# ACTIVITY
Copy each line of the data below with the word "markers".

(DATA IN THIS EXERCISE)

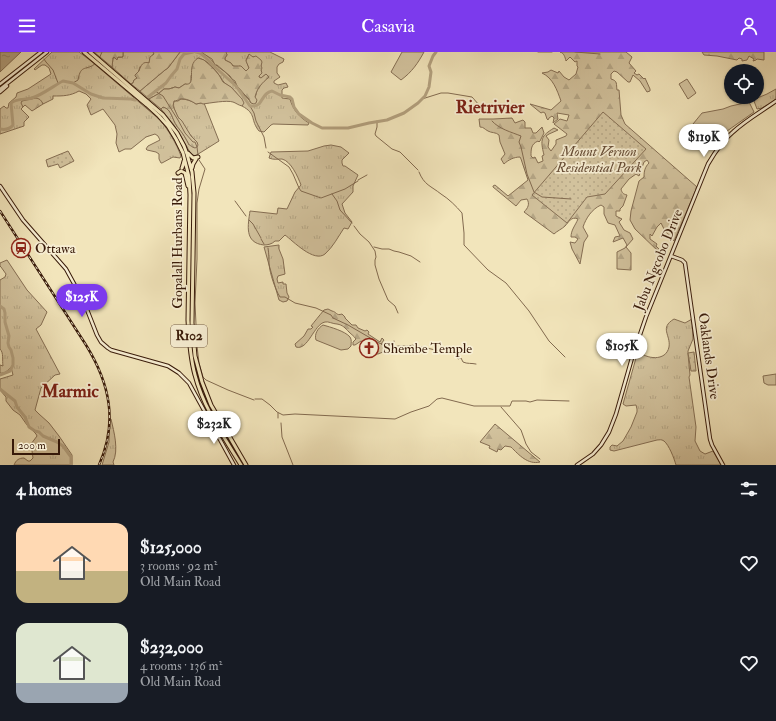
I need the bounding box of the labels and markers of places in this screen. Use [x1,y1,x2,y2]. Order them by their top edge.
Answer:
pin: $119K [676,124,732,158]
station icon: Ottawa [10,237,32,259]
place label: Ottawa [35,240,76,257]
pin: $125K [54,284,110,318]
pin: $105K [594,333,650,367]
church icon: Shembe Temple [358,337,380,359]
place label: Shembe Temple [383,340,472,358]
pin: $232K [186,411,242,445]

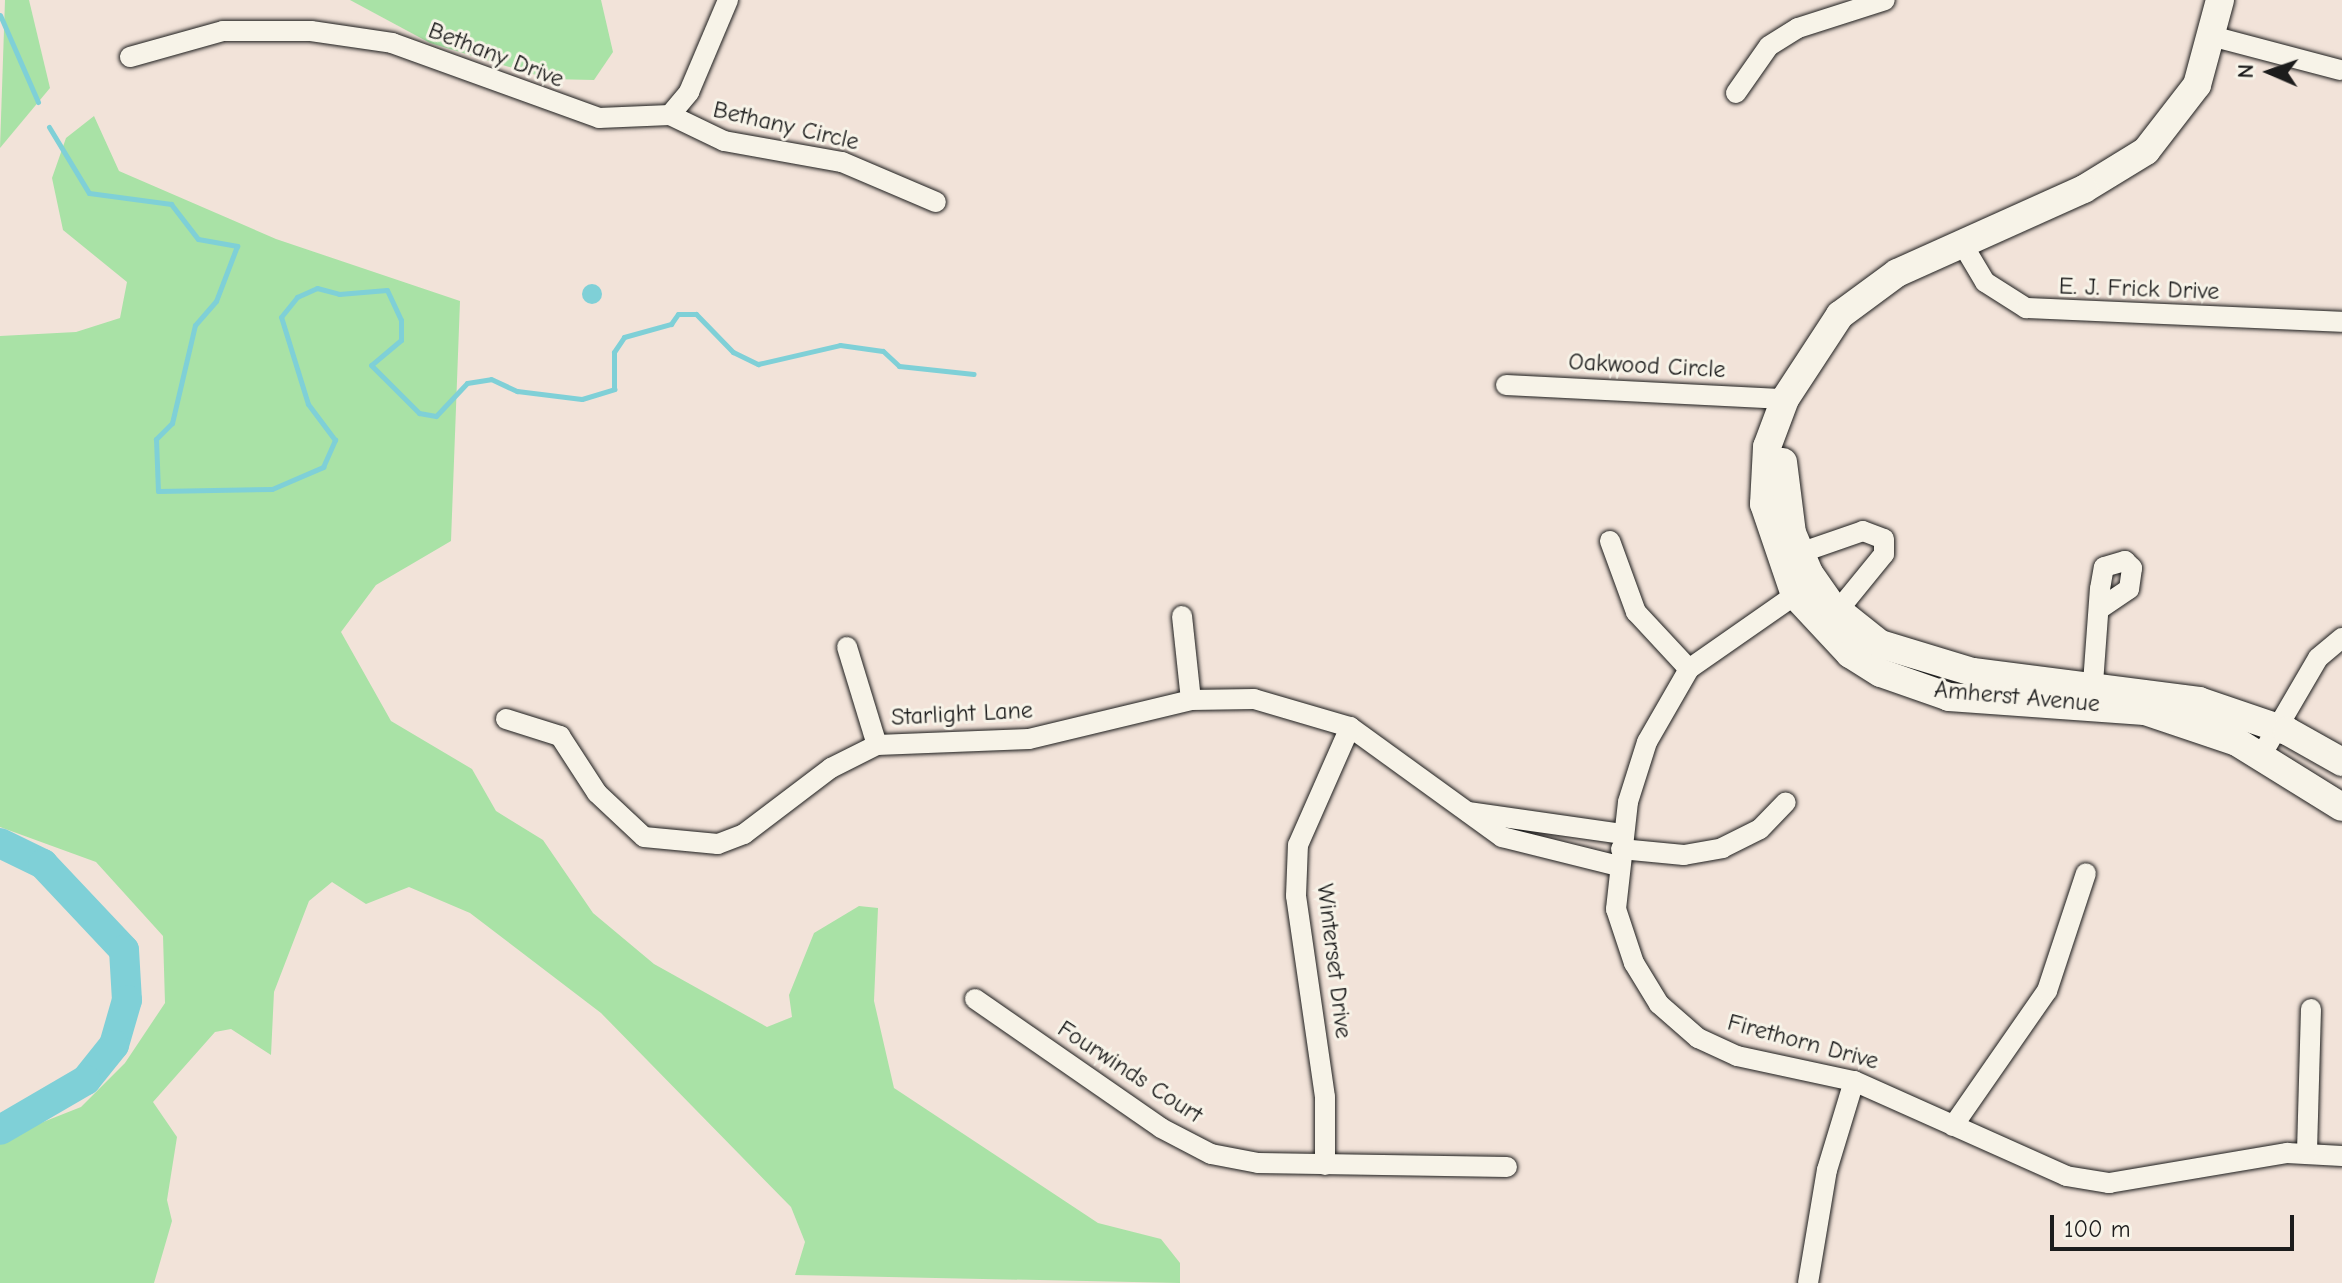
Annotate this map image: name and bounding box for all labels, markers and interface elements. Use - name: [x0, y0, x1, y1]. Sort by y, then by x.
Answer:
- street label: Bethany Drive: [424, 16, 568, 94]
- north arrow: [2230, 32, 2310, 112]
- text: N: [2233, 64, 2259, 79]
- street label: Bethany Circle: [710, 95, 862, 157]
- street label: E. J. Frick Drive: [2058, 272, 2220, 306]
- street label: Oakwood Circle: [1568, 348, 1726, 384]
- street label: Amherst Avenue: [1933, 675, 2101, 719]
- street label: Starlight Lane: [890, 696, 1034, 732]
- street label: Winterset Drive: [1310, 882, 1358, 1040]
- street label: Firethorn Drive: [1724, 1008, 1882, 1076]
- street label: Fourwinds Court: [1052, 1014, 1208, 1130]
- scale bar: [2054, 1199, 2298, 1249]
- text: 100 m: [2064, 1215, 2131, 1243]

(End DATA IN THIS EXERCISE)

# RESPONSE AREA
I need the bounding box of the labels and markers of places in this screen. Use [x1,y1,x2,y2]. Order them by their top edge.
Annotate this map image: name and bounding box for all labels, markers and interface elements. Use - name: [x0, y0, x1, y1]. Sort by y, then by x.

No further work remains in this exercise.